# Problem statement
Return every line in the entries below where the word "rows" shows up.

# Available records
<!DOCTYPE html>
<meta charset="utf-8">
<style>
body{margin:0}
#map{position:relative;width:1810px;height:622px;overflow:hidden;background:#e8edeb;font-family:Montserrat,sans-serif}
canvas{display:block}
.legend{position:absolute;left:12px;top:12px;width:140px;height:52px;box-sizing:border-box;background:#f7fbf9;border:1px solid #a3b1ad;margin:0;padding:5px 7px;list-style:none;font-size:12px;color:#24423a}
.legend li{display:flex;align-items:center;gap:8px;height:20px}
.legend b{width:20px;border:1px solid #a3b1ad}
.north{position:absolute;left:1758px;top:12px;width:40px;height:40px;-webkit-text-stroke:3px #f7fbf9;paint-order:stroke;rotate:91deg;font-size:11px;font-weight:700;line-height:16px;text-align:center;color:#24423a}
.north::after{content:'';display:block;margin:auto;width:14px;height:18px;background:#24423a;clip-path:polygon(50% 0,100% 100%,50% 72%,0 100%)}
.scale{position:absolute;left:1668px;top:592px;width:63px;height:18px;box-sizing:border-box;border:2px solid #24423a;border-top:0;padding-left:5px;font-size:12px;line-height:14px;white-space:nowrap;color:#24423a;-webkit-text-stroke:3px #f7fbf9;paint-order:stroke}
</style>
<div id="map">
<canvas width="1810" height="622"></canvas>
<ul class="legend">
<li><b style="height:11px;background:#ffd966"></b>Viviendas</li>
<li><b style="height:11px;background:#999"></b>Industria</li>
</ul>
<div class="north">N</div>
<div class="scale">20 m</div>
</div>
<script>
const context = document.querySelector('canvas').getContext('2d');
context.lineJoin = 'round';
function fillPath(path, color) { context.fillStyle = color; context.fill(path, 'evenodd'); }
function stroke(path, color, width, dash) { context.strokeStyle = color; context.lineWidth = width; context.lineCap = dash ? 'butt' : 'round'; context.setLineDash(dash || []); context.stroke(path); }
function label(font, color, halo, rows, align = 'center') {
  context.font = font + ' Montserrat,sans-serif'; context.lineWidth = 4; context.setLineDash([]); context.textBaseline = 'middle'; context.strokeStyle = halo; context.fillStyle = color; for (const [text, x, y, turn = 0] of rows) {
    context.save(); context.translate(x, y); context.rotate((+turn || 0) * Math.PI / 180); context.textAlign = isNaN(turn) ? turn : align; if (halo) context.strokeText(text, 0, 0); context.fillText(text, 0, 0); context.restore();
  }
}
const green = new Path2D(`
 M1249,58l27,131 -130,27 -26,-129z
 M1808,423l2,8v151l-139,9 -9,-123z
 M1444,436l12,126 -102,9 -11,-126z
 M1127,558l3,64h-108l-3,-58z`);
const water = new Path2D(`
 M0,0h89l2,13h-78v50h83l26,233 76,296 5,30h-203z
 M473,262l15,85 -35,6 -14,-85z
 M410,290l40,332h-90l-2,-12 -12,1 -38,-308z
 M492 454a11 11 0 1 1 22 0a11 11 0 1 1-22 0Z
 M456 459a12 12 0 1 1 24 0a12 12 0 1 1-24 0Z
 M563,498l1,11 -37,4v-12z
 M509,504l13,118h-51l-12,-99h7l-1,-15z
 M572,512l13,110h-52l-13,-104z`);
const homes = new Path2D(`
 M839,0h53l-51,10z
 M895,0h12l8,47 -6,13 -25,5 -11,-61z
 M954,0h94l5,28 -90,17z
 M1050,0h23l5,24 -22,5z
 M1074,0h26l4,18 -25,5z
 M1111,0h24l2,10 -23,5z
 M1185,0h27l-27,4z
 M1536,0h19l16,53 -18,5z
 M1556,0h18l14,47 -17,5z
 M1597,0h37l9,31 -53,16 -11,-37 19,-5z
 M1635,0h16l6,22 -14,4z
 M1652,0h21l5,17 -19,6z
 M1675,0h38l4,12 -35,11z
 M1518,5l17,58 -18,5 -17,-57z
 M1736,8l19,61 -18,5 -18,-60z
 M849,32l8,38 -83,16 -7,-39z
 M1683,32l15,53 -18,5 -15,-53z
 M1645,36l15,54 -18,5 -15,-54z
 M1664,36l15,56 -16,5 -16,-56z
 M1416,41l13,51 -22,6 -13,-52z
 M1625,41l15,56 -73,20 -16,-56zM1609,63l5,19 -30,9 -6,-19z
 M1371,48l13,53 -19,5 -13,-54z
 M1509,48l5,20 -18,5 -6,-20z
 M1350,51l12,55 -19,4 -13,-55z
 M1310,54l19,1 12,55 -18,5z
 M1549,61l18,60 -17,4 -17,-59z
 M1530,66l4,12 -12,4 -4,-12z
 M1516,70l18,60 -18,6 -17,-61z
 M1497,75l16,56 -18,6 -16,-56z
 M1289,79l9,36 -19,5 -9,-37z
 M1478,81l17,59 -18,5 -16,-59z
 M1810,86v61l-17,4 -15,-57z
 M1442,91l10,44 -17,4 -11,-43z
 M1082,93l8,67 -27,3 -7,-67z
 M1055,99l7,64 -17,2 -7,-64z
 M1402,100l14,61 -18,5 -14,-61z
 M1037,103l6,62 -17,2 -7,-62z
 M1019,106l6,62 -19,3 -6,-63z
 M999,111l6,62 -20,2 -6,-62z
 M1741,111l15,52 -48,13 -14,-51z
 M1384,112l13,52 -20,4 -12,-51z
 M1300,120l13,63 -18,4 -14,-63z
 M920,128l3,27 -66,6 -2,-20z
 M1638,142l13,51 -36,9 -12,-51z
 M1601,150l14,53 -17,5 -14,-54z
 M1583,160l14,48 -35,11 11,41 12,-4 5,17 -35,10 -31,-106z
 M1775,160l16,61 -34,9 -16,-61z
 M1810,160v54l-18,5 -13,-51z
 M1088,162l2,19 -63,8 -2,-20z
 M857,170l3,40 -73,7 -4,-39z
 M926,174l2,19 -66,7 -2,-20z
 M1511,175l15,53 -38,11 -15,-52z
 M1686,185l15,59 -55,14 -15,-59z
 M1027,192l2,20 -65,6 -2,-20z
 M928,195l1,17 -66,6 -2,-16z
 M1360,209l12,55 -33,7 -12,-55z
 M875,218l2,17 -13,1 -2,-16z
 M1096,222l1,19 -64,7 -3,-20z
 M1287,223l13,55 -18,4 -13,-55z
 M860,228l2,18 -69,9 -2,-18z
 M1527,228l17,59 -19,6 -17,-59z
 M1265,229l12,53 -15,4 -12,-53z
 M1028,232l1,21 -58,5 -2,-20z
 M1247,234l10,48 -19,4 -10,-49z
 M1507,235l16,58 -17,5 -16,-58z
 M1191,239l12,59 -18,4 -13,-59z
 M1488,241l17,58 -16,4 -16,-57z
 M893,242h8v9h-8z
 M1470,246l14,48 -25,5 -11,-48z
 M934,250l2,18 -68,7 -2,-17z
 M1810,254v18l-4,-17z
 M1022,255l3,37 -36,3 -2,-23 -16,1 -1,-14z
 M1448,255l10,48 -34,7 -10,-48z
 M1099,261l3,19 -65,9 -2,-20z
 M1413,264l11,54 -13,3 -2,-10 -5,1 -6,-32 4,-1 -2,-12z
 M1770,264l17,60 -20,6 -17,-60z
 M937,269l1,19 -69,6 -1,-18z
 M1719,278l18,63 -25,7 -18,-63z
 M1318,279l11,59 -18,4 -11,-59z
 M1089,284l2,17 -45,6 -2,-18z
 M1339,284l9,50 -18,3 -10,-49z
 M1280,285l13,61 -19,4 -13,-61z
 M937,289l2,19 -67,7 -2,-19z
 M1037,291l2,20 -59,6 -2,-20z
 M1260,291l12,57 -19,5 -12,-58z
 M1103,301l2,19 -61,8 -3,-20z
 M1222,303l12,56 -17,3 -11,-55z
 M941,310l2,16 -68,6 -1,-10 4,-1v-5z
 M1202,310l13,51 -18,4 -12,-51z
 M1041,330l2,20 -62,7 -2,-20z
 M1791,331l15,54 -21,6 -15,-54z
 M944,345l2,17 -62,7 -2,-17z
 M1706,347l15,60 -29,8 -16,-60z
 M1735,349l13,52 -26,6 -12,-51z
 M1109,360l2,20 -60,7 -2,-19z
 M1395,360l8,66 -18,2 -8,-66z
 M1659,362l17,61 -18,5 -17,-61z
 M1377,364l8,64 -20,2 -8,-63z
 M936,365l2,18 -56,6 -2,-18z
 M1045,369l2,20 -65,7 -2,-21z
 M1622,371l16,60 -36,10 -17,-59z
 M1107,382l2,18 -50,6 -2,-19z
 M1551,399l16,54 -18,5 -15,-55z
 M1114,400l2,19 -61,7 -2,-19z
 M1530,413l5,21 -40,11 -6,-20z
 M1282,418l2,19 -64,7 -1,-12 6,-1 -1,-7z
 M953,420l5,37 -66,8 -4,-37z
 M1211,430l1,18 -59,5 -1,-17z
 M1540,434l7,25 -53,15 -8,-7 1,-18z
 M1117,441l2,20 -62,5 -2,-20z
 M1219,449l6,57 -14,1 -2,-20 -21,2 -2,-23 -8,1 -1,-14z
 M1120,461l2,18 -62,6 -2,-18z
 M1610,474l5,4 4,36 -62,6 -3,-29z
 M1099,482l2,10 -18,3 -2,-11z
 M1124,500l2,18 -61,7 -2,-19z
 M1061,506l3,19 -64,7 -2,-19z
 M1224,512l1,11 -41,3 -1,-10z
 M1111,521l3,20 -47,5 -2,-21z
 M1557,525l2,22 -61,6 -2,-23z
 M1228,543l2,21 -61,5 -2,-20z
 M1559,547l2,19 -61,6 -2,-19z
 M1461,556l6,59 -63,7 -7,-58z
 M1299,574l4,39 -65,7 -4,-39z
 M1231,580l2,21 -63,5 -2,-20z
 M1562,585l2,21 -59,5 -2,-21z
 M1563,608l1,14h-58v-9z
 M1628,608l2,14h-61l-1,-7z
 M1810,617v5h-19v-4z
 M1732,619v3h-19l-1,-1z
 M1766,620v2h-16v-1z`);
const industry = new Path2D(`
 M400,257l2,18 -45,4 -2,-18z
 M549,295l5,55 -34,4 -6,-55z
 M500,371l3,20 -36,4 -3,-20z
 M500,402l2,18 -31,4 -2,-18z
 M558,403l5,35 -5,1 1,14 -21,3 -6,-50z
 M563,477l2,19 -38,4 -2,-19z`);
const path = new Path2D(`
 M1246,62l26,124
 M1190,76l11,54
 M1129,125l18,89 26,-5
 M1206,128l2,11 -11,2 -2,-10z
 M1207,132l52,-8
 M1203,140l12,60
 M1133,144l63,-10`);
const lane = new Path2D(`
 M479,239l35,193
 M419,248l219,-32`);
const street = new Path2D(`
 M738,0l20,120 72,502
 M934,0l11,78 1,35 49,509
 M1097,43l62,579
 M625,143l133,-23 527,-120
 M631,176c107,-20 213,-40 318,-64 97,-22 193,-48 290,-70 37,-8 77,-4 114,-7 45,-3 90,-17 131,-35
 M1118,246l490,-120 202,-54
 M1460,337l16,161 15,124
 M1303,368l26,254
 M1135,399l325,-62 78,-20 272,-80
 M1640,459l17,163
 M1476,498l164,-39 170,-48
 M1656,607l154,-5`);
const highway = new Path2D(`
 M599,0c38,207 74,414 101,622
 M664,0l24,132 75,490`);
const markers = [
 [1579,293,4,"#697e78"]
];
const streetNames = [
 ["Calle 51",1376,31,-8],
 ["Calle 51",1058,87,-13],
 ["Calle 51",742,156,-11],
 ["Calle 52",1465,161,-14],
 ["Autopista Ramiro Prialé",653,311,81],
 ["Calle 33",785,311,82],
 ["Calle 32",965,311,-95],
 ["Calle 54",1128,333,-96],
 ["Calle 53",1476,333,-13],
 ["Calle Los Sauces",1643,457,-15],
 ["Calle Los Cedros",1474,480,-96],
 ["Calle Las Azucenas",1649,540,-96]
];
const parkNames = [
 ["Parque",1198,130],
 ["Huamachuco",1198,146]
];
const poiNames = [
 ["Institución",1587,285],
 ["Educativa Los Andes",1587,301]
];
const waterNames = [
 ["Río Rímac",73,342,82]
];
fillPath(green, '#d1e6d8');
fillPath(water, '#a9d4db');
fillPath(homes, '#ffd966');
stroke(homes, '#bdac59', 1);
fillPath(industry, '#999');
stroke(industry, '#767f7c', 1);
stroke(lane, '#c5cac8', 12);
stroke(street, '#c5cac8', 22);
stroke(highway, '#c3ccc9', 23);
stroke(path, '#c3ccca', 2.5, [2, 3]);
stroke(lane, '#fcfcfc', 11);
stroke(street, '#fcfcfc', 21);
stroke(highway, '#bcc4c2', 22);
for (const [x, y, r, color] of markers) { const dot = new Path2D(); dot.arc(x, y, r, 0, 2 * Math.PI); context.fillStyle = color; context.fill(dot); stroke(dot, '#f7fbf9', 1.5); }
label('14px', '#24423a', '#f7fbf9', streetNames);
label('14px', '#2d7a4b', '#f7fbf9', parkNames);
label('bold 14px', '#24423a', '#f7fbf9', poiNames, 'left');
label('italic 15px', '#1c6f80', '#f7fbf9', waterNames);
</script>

# Reply
function label(font, color, halo, rows, align = 'center') {
  context.font = font + ' Montserrat,sans-serif'; context.lineWidth = 4; context.setLineDash([]); context.textBaseline = 'middle'; context.strokeStyle = halo; context.fillStyle = color; for (const [text, x, y, turn = 0] of rows) {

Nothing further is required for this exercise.